The secure coding practices shown in Table 2 are referred to using the codes SP1 to SP9 throughout this paper. If one of them is not properly handled, it can be easy for an attacker to access and modify information that is in the database. For example, if the connection string is found in other parts of the application code and not locked in the configuration file, it can be easy for an attacker to access the information using the same connection string to connect to the database. Or, if the expected values in an input field are not whitelisted in a system with concatenated SQL strings, attackers can use characters to manipulate the SQL string in the database and the information would be at risk.

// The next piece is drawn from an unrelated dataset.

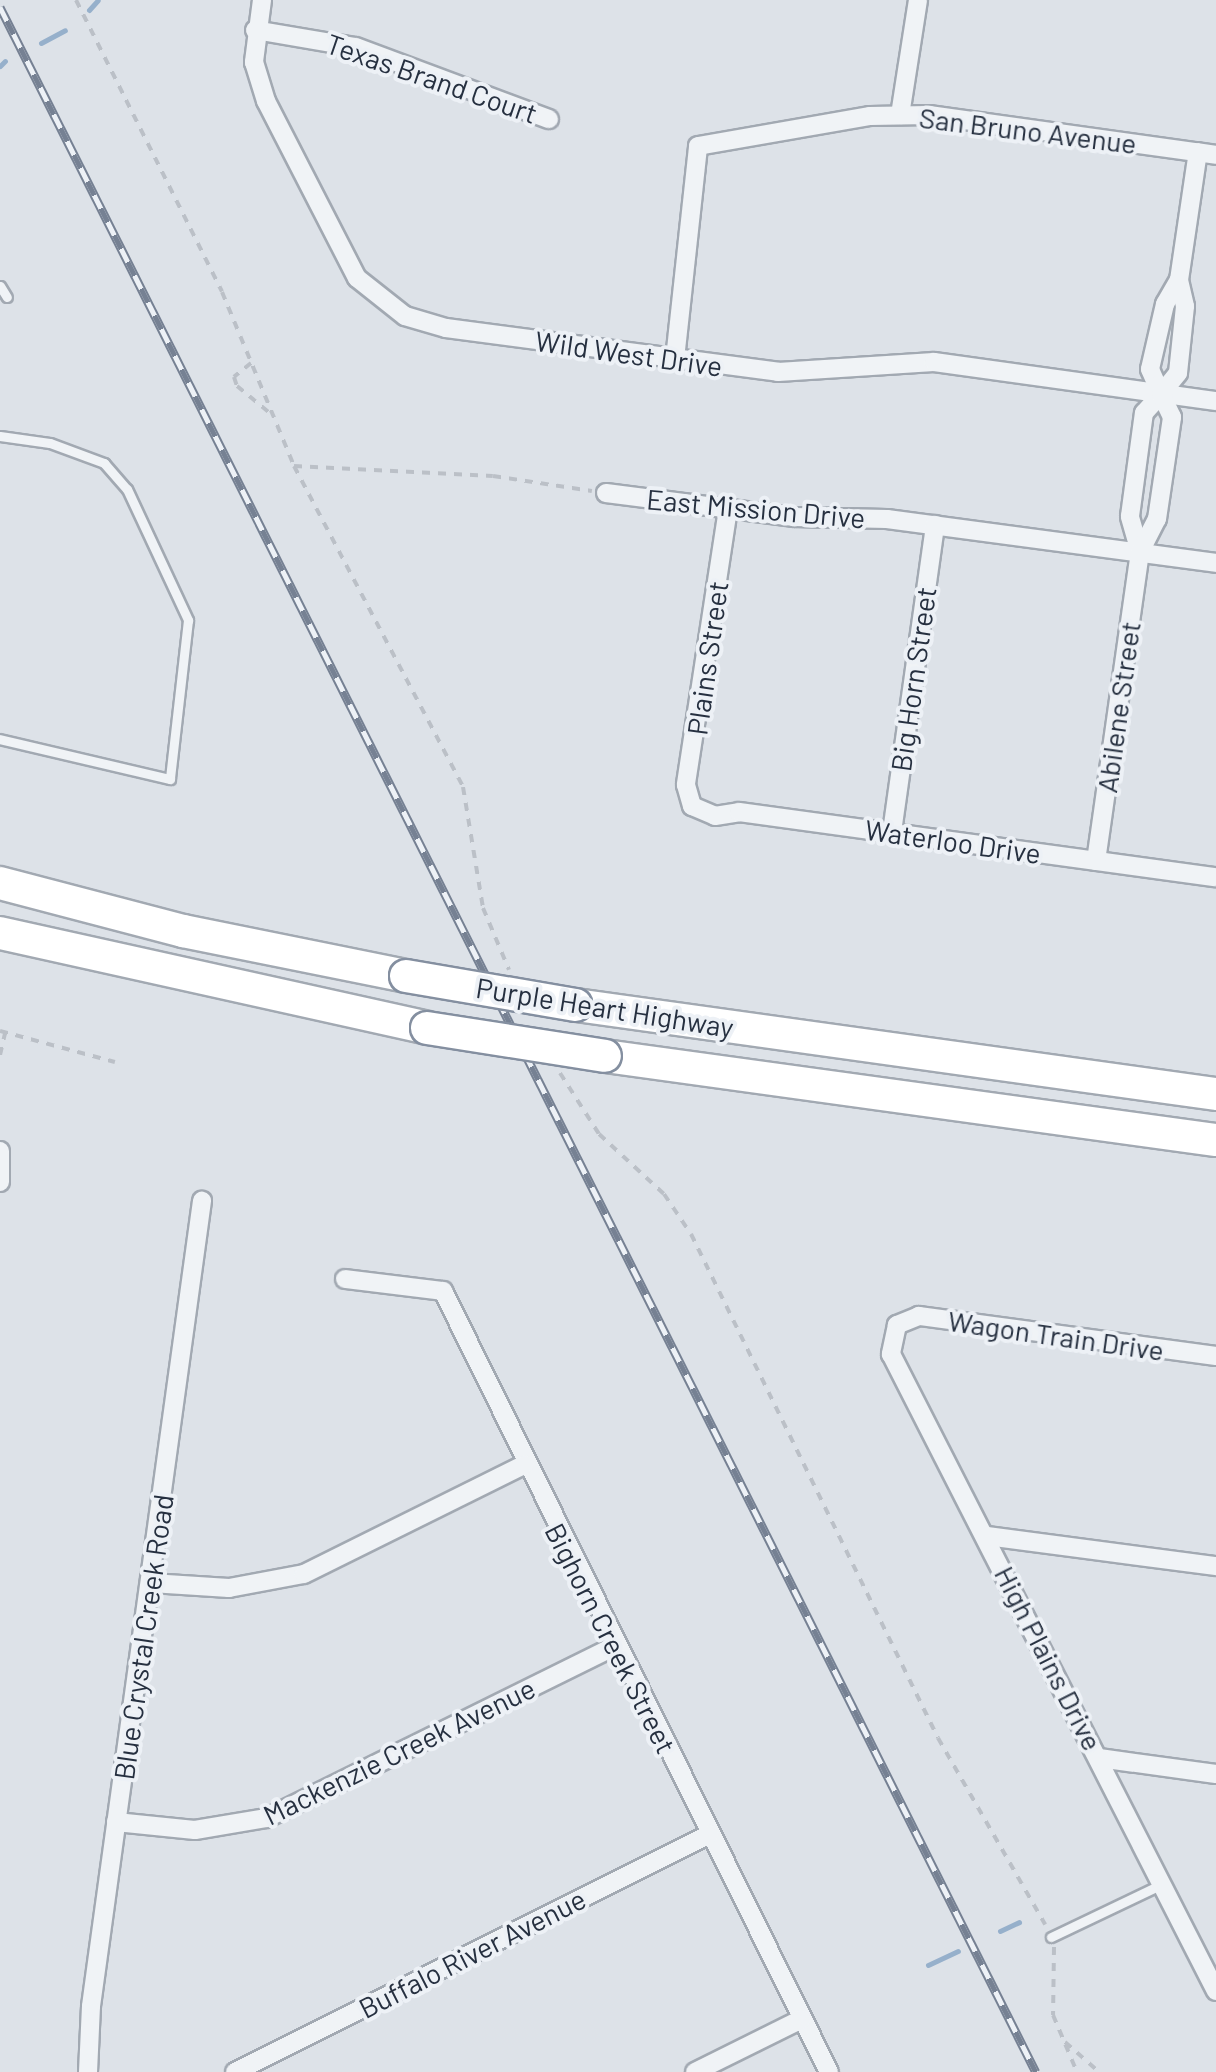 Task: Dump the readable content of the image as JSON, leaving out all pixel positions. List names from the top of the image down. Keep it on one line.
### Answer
{"streets":{"highway":["Purple Heart Highway"],"street":["Texas Brand Court","San Bruno Avenue","Wild West Drive","East Mission Drive","Plains Street","Big Horn Street","Abilene Street","Waterloo Drive","Wagon Train Drive","Blue Crystal Creek Road","Bighorn Creek Street","High Plains Drive","Mackenzie Creek Avenue","Buffalo River Avenue"]},"crossings":[["Texas Brand Court","Wild West Drive"],["San Bruno Avenue","Wild West Drive"],["San Bruno Avenue","Abilene Street"],["Wild West Drive","Abilene Street"],["East Mission Drive","Plains Street"],["East Mission Drive","Big Horn Street"],["East Mission Drive","Abilene Street"],["Plains Street","Waterloo Drive"],["Big Horn Street","Waterloo Drive"],["Abilene Street","Waterloo Drive"],["Wagon Train Drive","High Plains Drive"],["Blue Crystal Creek Road","Mackenzie Creek Avenue"],["Bighorn Creek Street","Mackenzie Creek Avenue"],["Bighorn Creek Street","Buffalo River Avenue"]]} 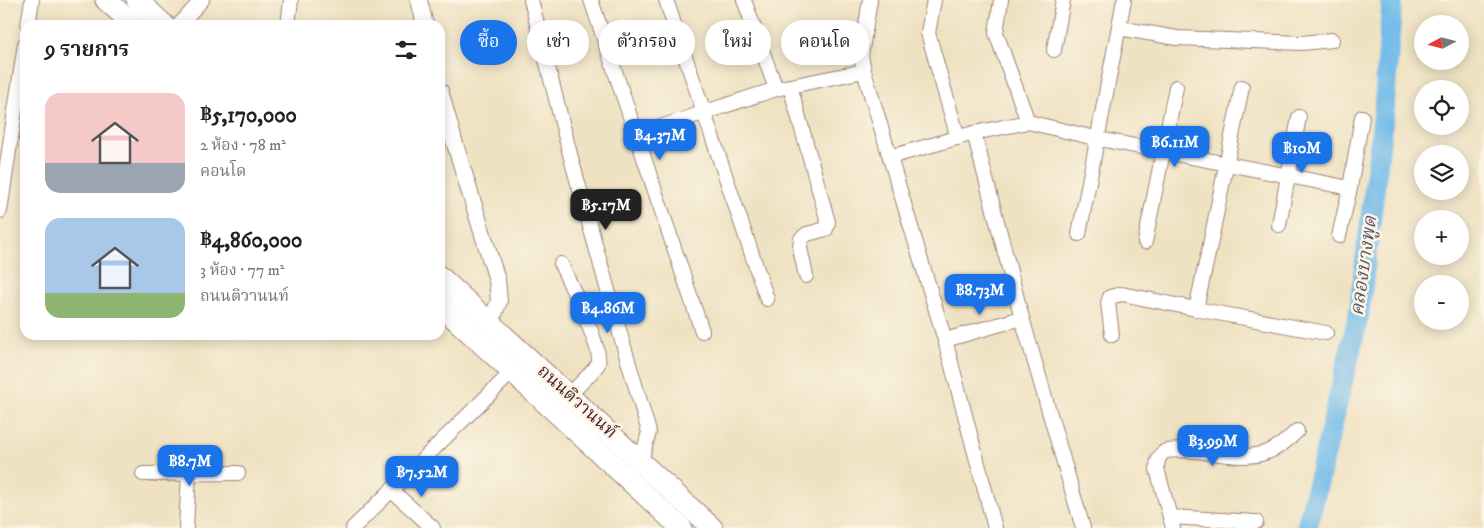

These vulnerabilities cannot be prevented by programmers unless they know the types of flaws that exist in their code [1, 3]. Similarly, they cannot implement these security controls unless they are taught how they work [8]. Once software developers have been taught about secure coding practices, it is more likely that they will have the requisite knowledge [5]. However, there has to be some form of compliance instrument to monitor their adherence, since it is known that people with the requisite knowledge do not always behave accordingly. Therefore, an educational intervention that focuses on both knowledge and behaviour was developed and provided to software development students to improve the security of their web applications.
3 Research Design
This research was conducted in the School of Information and Communication Technology at a comprehensive institution in South Africa, offering both degrees and vocational qualifications. In this case, the sample was drawn from students registered for their third year in the National Diploma: Software Development. In South Africa, there are no locally recognised curricular guidelines for computing. Many universities therefore rely on the recommendations provided in global computing curricular publications. The Association of Computing Machinery (ACM) Information Technology curricular guidelines have been used to model IT qualifications. The IT2008 and the more recent IT2017 curricular guidelines require students in computing and engineering disciplines to engage in a capstone project during their final year of study [12, 13]. Since the diploma is a three year qualification, students are required to complete a capstone project in their third year of study. These capstone projects take place over a full year of study. According to the ACM IT curricular guidelines, capstone projects should typically adhere to the following [12, 13]:
-
Project groups of 3 to 5 students;
-
Based on a real-world problem;
-
Must be integrative;
-
Students should have completed most of the curriculum before attempting the project.
Students registered for the diploma are introduced to programming and business application systems development. Therefore, most of their capstone projects focus on developing applications for solving real world problems using business applications. When students choose the capstone projects, many of them focus on web, mobile or gaming applications, while a few develop desktop applications. Although students are taught specifically to develop software in a Windows environment using the .NET framework, students may develop their capstone projects in the programming language of their choice. Most project students choose web applications in the .NET development environment as this is where their skills lie.
This research focused on two aspects relating to secure coding practices, namely knowledge and behavioural compliance of the students and involved four main phases:
-
Phase 1 was the first phase for this research which started off by analysing students’ behaviour relating to secure coding practices. This was done by conducting a code review on previously completed third year capstone projects, which were developed in the .NET environment. The results for this behavioural analysis indicated low levels of compliance to the identified secure coding practices.
-
Phase 2 addressed the knowledge assessment phase for this research, which assessed students’ knowledge relating to secure coding practices. This was achieved using a questionnaire, which served as a pre-test for this study. Results from the pre-test indicated that students lacked knowledge relating to secure coding practices. Therefore, students lacked in both the knowledge and behavioural aspects.
-
Phase 3 comprised of an educational intervention for addressing both the knowledge and behavioural aspects, which students lacked in Phase 1 and 2. In terms of the knowledge aspect, students were provided with online lessons relating to secure coding practices to work through; in terms of the behavioural aspect, students were given a checklist to check their application code against the listed secure coding practices.
-
Phase 4 involved the verification of the educational intervention for this research. The first part of this phase was the knowledge verification (Phase 4A), and the second part was the behavioural verification (Phase 4B).
The results for Phase 1 and 2 were published in the 2017 Human Aspects in Information Security and Assurance (HAISA) conference [14]. The focus of this paper is therefore on Phases 3 and 4. The following section describes the educational intervention (Phase 3), while Phase 4 (A and B) are discussed in Sect. 5.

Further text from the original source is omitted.